Tech & Trends KI-Kosten explodieren: Warum Konzerne ChatGPT, Claude und Co. jetzt drosseln

KI-Kosten explodieren: Warum Konzerne ChatGPT, Claude und Co. jetzt drosseln

Von der Pflicht zum Verbot: Während CEOs ihre Teams vor Monaten noch zur maximalen KI-Nutzung drängten, ziehen erste Konzerne jetzt die Notbremse. Der Grund: explodierende Kosten und katastrophale Ergebnisse.

Noch im vergangenen Jahr galt KI-Verweigerung als Karrierekiller. Meta integrierte den „KI-Impact“ in die Leistungsbewertung, Nvidia-Chef Jensen Huang nannte Mitarbeiter „verrückt“, die keine KI nutzen. Doch die Party ist vorbei: Erste Konzerne sperren den Zugang zu ChatGPT, Claude und Co. – oder drosseln ihn radikal.

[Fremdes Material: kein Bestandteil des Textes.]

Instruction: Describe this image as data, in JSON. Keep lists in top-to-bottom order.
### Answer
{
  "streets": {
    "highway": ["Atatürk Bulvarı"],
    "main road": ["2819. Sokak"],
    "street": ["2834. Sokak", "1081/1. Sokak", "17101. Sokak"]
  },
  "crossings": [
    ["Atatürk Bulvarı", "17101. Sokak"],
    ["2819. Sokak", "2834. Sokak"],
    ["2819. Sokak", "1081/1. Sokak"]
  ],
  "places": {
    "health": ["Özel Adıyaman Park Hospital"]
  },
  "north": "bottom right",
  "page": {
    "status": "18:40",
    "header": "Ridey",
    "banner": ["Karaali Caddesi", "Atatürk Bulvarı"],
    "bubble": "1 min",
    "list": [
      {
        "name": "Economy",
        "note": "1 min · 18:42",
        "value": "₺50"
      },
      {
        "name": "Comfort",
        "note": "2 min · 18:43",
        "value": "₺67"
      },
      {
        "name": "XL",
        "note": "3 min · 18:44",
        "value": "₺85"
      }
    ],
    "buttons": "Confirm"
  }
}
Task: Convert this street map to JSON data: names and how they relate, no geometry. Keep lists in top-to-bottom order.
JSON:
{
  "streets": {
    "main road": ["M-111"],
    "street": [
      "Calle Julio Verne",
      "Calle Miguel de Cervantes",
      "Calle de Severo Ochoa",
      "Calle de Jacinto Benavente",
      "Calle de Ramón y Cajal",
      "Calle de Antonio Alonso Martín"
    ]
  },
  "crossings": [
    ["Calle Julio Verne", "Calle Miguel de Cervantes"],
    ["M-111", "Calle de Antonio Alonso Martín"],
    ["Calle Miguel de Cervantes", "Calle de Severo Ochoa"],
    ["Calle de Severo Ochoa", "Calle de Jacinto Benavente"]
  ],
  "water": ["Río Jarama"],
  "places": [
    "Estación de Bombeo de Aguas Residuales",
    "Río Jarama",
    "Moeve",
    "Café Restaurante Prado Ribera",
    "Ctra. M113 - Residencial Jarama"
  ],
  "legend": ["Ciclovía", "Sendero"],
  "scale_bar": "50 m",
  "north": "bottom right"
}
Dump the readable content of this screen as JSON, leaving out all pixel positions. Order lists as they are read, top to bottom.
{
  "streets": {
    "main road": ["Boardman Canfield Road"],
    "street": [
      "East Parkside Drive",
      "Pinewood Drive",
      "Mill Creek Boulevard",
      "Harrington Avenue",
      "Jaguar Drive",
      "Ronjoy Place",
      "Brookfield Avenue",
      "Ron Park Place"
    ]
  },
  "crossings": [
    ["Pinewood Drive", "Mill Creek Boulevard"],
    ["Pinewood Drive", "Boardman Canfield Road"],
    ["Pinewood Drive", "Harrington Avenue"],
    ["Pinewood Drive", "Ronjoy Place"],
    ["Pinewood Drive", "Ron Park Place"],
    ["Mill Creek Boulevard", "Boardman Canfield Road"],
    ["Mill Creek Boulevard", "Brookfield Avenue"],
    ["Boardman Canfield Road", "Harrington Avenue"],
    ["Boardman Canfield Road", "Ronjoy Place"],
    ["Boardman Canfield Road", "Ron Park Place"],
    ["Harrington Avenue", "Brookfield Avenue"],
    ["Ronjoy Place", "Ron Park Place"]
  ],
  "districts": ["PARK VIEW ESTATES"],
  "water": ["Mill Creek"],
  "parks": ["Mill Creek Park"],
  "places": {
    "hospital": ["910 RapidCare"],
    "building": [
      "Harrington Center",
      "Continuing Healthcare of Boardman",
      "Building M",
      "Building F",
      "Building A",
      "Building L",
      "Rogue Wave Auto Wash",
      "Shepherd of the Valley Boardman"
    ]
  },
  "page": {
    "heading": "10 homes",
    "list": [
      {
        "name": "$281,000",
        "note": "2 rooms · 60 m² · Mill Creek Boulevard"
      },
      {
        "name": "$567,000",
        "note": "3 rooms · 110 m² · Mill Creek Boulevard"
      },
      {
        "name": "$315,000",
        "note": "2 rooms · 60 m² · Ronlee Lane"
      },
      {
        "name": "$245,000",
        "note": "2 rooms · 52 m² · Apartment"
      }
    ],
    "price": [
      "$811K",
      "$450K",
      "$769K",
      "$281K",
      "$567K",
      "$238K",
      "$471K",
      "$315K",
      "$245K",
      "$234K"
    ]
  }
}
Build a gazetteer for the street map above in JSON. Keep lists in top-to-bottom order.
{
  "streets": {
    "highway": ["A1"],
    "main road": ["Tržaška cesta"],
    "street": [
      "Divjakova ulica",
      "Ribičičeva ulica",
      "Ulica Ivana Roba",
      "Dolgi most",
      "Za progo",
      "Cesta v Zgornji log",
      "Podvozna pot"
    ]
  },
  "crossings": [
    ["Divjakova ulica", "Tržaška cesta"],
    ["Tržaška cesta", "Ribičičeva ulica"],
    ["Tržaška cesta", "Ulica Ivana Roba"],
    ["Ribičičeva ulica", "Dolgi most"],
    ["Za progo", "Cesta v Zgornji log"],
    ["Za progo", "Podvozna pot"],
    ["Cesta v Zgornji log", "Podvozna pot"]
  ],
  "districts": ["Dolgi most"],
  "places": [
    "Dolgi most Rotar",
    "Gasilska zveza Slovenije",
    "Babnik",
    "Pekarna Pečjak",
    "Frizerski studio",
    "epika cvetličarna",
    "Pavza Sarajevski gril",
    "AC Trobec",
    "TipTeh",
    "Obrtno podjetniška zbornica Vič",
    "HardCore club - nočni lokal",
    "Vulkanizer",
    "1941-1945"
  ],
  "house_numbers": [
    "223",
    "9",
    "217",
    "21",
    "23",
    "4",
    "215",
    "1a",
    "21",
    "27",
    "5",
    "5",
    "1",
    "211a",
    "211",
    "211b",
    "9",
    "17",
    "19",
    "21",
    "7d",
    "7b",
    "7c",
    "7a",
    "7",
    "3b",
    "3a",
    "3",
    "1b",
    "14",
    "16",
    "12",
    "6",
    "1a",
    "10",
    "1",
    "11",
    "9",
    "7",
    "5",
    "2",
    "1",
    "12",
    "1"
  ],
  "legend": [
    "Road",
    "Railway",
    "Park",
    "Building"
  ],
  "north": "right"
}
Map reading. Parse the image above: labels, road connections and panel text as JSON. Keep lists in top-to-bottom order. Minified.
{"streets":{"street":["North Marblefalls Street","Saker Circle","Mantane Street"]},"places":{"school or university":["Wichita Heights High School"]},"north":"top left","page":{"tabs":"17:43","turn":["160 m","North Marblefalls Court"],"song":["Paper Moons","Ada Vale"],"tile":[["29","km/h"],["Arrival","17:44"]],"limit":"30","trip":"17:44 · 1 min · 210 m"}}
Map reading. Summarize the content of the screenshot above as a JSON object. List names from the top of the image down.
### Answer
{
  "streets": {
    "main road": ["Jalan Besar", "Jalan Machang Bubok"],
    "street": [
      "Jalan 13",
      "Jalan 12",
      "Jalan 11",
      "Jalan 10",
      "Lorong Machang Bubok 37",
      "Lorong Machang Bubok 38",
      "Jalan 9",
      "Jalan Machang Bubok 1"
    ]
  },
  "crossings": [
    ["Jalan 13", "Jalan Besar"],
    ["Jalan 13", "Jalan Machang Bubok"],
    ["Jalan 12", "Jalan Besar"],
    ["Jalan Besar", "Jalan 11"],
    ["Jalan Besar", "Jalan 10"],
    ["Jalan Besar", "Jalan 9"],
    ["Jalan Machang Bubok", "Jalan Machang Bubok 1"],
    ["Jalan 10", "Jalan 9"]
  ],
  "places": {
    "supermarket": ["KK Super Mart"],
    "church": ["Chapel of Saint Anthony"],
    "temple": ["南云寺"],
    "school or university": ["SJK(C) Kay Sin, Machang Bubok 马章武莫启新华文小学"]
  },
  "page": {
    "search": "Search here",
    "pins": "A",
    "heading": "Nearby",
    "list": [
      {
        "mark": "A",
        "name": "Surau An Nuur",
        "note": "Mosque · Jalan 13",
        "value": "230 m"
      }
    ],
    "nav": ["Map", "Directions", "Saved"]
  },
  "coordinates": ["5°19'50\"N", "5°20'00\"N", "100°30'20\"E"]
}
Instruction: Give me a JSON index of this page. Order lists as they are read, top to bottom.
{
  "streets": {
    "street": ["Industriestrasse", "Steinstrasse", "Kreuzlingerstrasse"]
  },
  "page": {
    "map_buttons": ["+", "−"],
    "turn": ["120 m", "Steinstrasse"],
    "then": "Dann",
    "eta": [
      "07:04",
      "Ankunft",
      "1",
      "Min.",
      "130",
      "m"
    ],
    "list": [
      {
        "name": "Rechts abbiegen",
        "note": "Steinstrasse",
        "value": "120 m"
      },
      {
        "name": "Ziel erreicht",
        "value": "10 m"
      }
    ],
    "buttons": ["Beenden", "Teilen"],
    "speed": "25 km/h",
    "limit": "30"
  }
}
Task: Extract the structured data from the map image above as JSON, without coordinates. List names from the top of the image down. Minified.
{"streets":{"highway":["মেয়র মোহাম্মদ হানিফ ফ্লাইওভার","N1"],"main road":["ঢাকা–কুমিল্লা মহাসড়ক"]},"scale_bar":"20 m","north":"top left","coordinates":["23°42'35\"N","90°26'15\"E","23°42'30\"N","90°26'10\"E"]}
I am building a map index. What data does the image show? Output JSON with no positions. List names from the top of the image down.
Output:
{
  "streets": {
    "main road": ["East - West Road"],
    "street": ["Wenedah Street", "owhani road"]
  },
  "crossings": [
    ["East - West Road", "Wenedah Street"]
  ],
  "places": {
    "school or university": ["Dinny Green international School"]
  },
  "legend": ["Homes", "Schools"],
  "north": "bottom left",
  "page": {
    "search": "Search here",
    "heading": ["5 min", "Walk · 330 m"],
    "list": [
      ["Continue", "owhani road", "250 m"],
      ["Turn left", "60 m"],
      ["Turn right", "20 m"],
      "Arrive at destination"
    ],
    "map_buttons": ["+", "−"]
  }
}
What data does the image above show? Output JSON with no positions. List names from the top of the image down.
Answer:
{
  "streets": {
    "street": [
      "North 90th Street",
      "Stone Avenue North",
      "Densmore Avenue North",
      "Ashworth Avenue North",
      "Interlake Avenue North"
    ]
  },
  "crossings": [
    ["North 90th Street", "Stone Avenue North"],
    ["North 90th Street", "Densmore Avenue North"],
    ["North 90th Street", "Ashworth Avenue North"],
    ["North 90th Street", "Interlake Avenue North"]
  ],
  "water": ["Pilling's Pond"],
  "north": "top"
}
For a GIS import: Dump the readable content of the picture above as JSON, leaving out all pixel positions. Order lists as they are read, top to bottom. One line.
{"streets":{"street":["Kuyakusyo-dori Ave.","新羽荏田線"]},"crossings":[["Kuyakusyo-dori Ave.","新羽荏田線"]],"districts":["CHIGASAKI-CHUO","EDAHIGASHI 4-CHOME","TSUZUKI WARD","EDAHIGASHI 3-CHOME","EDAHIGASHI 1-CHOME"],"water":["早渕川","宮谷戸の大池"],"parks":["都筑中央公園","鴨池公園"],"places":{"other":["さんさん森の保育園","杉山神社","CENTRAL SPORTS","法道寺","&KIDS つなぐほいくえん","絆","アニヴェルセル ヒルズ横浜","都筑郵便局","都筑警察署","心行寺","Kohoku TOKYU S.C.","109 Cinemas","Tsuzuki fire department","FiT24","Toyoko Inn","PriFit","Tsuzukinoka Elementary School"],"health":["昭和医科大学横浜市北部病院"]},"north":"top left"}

Bei Citi wurde der Zugang zu den neuesten Modellen von Anthropic und OpenAI für mehrere Tage komplett blockiert, wie 404 Media berichtet. Statt unbegrenzter KI-Nutzung gibt es jetzt Empfehlungslisten: Welches Modell für welche Aufgabe? Gegenüber dem Magazin leugnete der Finanzkonzern den Schritt zunächst – trotz eindeutiger interner E-Mails und Screenshots.

Die Kostenexplosion

Die Zahlen sind brutal. Bei Atlassian verdreifachten sich die KI-Kosten von 5 auf voraussichtlich 120 Millionen Dollar im Jahr, so 404 Media. Die Reaktion: Ende der unbegrenzten Nutzung, stattdessen ein internes Dashboard, auf dem Mitarbeiter sehen, wie viel ihre KI-Spielereien das Unternehmen kosten. Bei Amazon verschwand nach Abschaltung eines internen KI-Rankings – das zur maximalen Nutzung drängte – plötzlich ein Token-Limit.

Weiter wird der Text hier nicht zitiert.